As Christ becomes the center of my life, my natural pessimism is giving way to a brimming optimism. God truly can accomplish far more than anything I can ask or imagine.

One Thing — Part Two

How can we spend our days with Jesus? We start in the morning, when we first awaken, remembering “When I awake, I am still with you.” (Psalm 139:18). We thank God for the gift of a new day and life itself. We ask for his help to stay awake and aware of his presence.

Throughout the day we use external cues to remind us to pray—one friend prays every time she stops at a traffic light. If we feel worried about something, we let that remind us to pray. That way worry will not drive us away from God, but rather into his arms.

We end each day in prayer, asking the Holy Spirit to guard our minds and hearts through the night.

Our ultimate goal is to “pray without ceasing” (1 Thessalonians 5:17), as Ruth Ann mentioned in her comment on my previous post.
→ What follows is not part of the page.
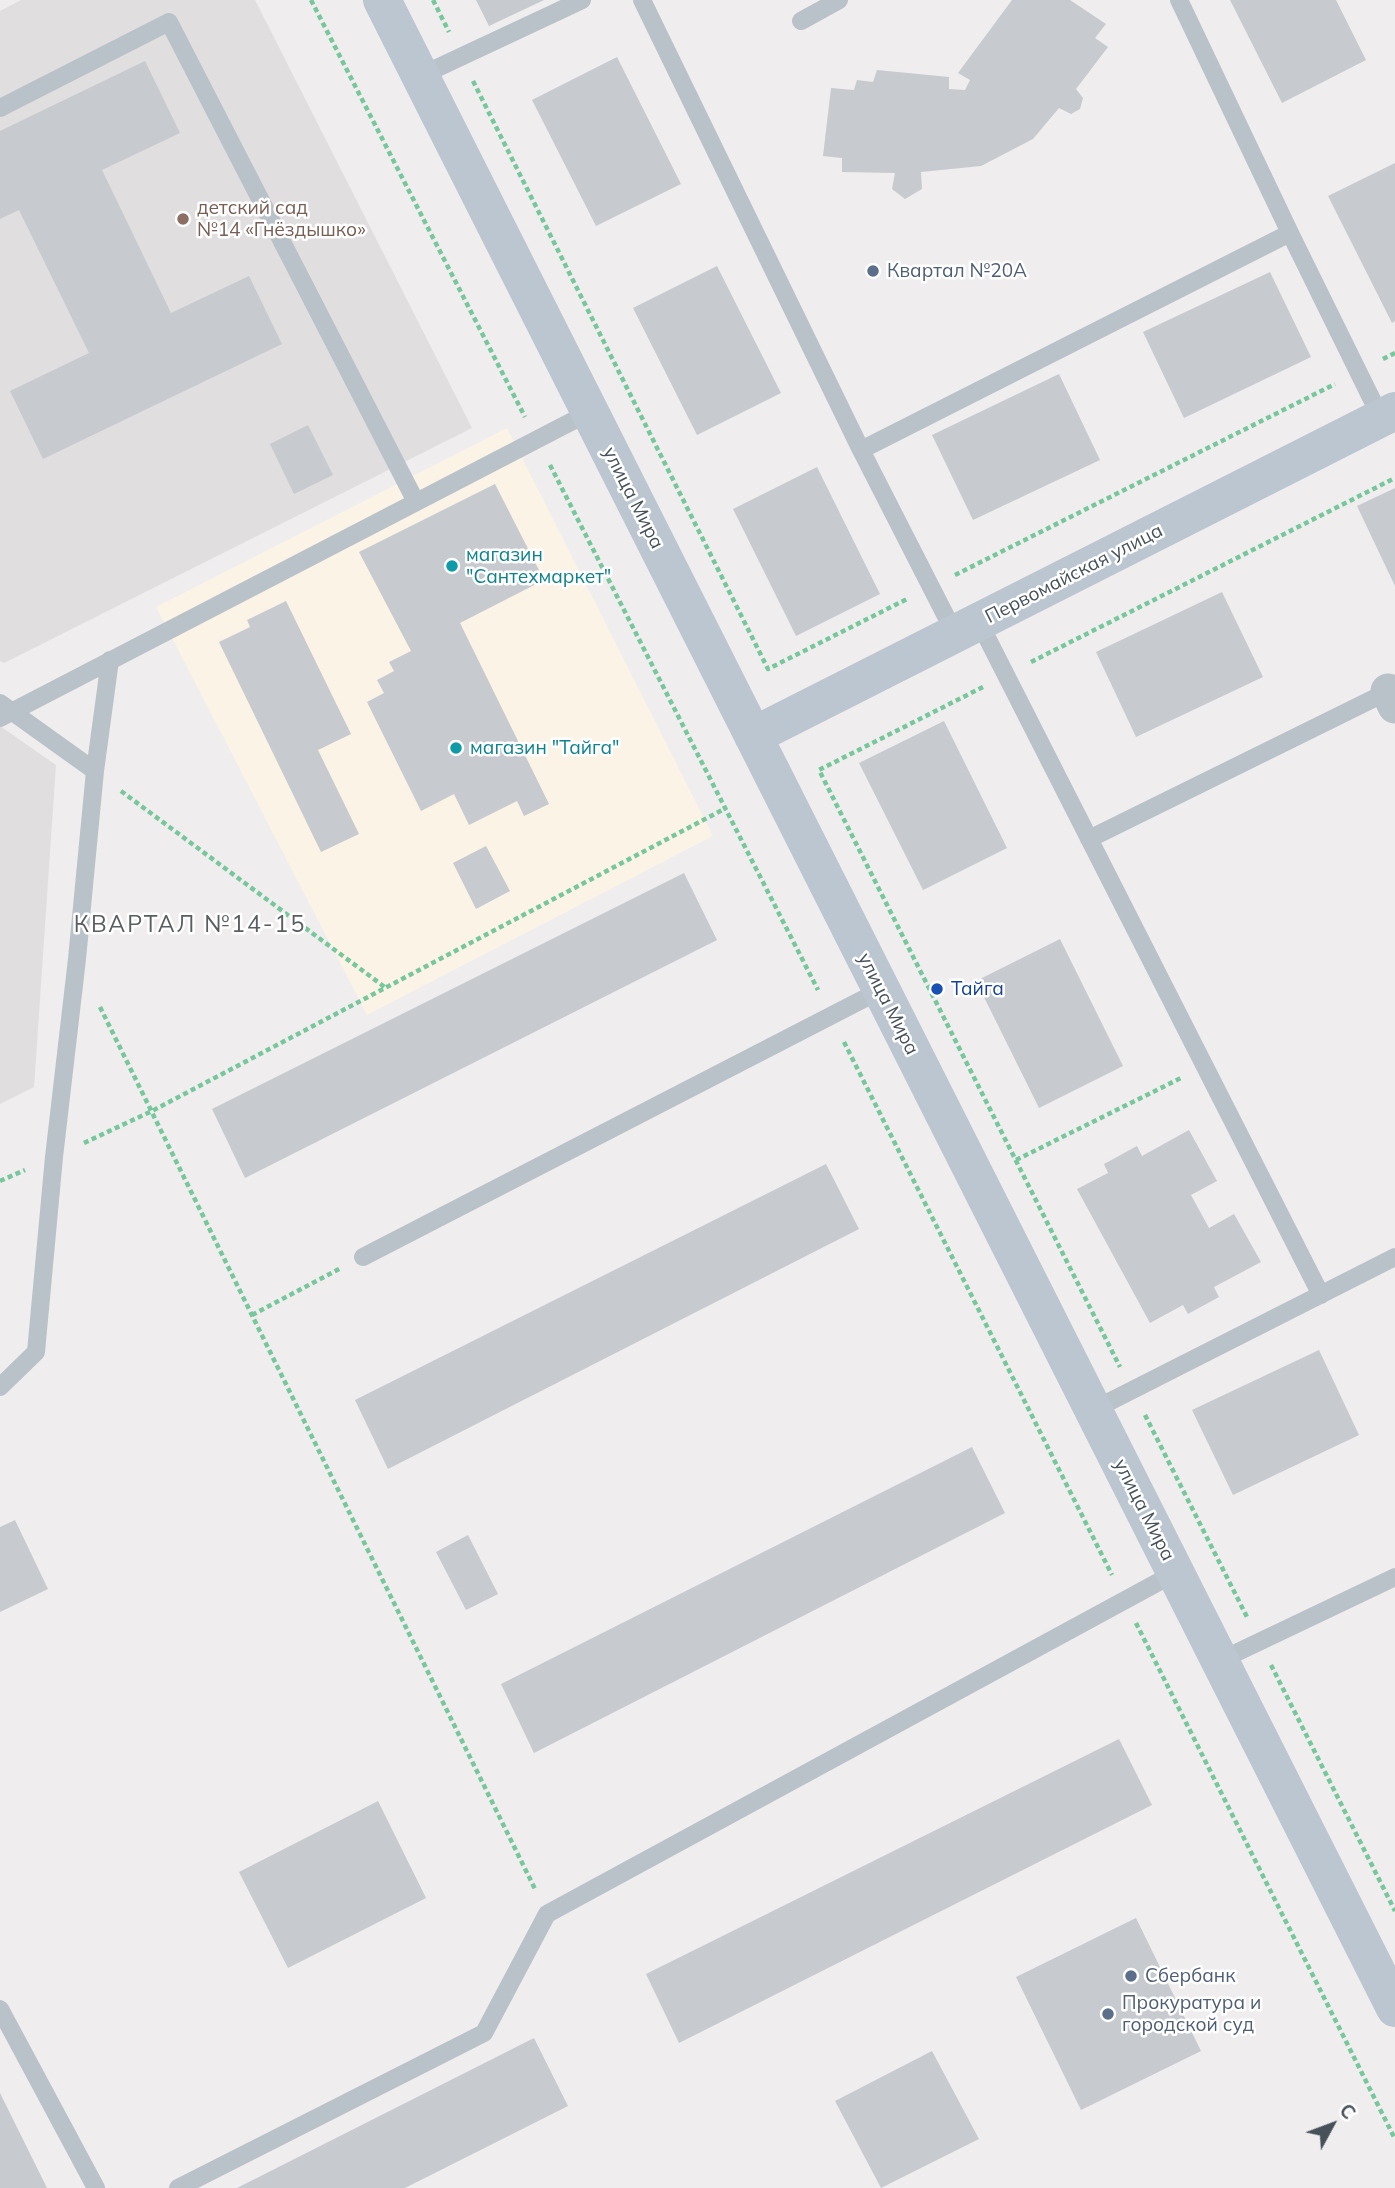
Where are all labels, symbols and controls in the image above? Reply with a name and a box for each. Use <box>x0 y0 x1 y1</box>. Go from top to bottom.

Frank Laubach, a missionary and founder of the Each One Teach One literacy program, accomplished this through his Game With Minutes: “Try to call Christ to mind at least one second of each minute. You do not need to forget other things nor stop your work, but invite Him to share everything you do or say or think.”

As we train our minds to pray continually, we will find the God whom we’ve been seeking and discover that he was the initiator; he was the one seeking us.

One Thing

At a recent retreat I was introduced to lectio divina, the practice of contemplative praying of Scripture. The facilitator read the following passage, stopping after the reading for three minutes of silence.
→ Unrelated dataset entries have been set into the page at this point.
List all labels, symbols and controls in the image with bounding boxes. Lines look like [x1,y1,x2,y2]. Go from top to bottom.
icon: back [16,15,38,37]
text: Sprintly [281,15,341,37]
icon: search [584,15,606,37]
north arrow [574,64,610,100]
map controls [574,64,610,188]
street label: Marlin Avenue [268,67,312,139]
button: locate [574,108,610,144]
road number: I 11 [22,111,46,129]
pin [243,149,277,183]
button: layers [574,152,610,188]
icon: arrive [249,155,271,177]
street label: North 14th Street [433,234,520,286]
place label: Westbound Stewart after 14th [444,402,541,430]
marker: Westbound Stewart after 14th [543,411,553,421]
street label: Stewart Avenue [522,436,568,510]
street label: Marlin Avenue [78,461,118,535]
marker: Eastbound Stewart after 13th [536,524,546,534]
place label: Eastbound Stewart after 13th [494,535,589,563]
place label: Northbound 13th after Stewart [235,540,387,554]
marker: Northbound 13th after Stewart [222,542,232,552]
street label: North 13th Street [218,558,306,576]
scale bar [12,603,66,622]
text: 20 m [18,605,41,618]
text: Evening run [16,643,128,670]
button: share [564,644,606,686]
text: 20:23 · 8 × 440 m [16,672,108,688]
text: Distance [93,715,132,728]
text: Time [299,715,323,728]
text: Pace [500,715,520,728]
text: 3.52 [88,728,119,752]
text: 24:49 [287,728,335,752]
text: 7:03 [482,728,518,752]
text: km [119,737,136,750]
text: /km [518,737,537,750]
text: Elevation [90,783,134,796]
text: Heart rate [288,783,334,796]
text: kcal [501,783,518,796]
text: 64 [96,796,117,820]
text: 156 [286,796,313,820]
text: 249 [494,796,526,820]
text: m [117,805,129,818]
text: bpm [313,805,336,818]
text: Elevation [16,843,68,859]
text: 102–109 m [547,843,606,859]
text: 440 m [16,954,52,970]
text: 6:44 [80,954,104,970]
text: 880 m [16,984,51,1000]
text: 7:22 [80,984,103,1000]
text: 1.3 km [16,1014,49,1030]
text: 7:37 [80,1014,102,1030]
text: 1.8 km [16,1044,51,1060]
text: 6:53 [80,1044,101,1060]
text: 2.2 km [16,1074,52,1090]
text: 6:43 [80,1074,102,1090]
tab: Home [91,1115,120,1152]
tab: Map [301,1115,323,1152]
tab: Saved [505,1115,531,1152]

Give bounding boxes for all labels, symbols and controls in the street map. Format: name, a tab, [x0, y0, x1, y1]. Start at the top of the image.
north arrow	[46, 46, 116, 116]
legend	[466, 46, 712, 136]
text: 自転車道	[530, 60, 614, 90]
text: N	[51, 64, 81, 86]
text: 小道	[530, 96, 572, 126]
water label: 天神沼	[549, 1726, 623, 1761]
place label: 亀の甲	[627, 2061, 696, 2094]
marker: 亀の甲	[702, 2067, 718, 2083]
“… Jesus entered a village. And a woman named Martha welcomed him into her house. And she had a sister called Mary, who sat at the Lord’s feet and listened to his teaching. But Martha was distracted with much serving. And she went up to him and said, ‘Lord, do you not care that my sister has left me to serve alone? Tell her then to help me.’ But the Lord answered her, ‘Martha, Martha, you are anxious and troubled about many things, but one thing is necessary. Mary has chosen the good portion, which will not be taken away from her’” (Luke 10:38-42, ESV).

This is a familiar story; I’ve heard it dozens of times. I’ve read Joanna Weaver’s book, Having a Mary Heart in a Martha World, which focuses on this story. But I had never heard this particular translation. I was struck by how spare and simple the story is. Previously I had imagined a house full of people, but hearing this version I saw only three: Jesus and the two sisters, Mary and Martha.
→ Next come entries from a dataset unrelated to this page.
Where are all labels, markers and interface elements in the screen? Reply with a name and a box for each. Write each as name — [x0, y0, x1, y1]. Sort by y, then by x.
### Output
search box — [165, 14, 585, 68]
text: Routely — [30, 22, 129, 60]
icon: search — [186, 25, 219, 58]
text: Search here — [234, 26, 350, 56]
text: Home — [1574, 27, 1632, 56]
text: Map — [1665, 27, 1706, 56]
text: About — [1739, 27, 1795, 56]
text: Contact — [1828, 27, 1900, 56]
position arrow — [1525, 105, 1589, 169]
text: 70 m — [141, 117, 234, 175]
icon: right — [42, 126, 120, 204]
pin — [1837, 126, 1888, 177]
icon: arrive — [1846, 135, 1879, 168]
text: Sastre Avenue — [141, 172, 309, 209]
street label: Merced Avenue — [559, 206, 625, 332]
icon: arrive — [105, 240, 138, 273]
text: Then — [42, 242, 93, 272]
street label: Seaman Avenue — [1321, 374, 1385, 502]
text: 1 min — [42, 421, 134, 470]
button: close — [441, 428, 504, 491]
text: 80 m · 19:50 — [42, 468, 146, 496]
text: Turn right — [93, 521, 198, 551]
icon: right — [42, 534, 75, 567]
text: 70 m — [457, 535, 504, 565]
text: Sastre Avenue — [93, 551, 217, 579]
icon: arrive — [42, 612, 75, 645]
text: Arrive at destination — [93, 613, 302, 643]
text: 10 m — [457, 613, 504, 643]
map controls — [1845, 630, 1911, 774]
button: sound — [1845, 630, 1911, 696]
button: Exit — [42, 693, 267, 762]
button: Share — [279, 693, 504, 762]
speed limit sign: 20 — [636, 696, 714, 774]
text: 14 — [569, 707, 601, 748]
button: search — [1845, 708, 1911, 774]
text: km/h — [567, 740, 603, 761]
After the passage was read a second time, I was struck by Jesus’ words to Martha, “…you are anxious and troubled about many things, but one thing is necessary.” One thing. I could see those words as if they were emblazoned on a sign. One thing. How simple.  Not two or three things or the eight or ten things I often put on my to-do lists. Only one thing is needed—spending time with Jesus.

In his book Letters to Malcolm: Chiefly on Prayer, C. S. Lewis wrote, “We may ignore, but we can nowhere evade, the presence of God. The world is crowded with Him. He walks everywhere incognito. And the incognito is not always hard to penetrate. The real labour is to remember, to attend. In fact, to come awake. Still more, to remain awake.”

If we focus on the One thing, remaining awake and aware of Jesus’ presence, then everything else will fall in place. We will worry less because we will be living from a center of purity and simplicity.

Are you able to remain awake and aware? What reminds you of Jesus’ presence?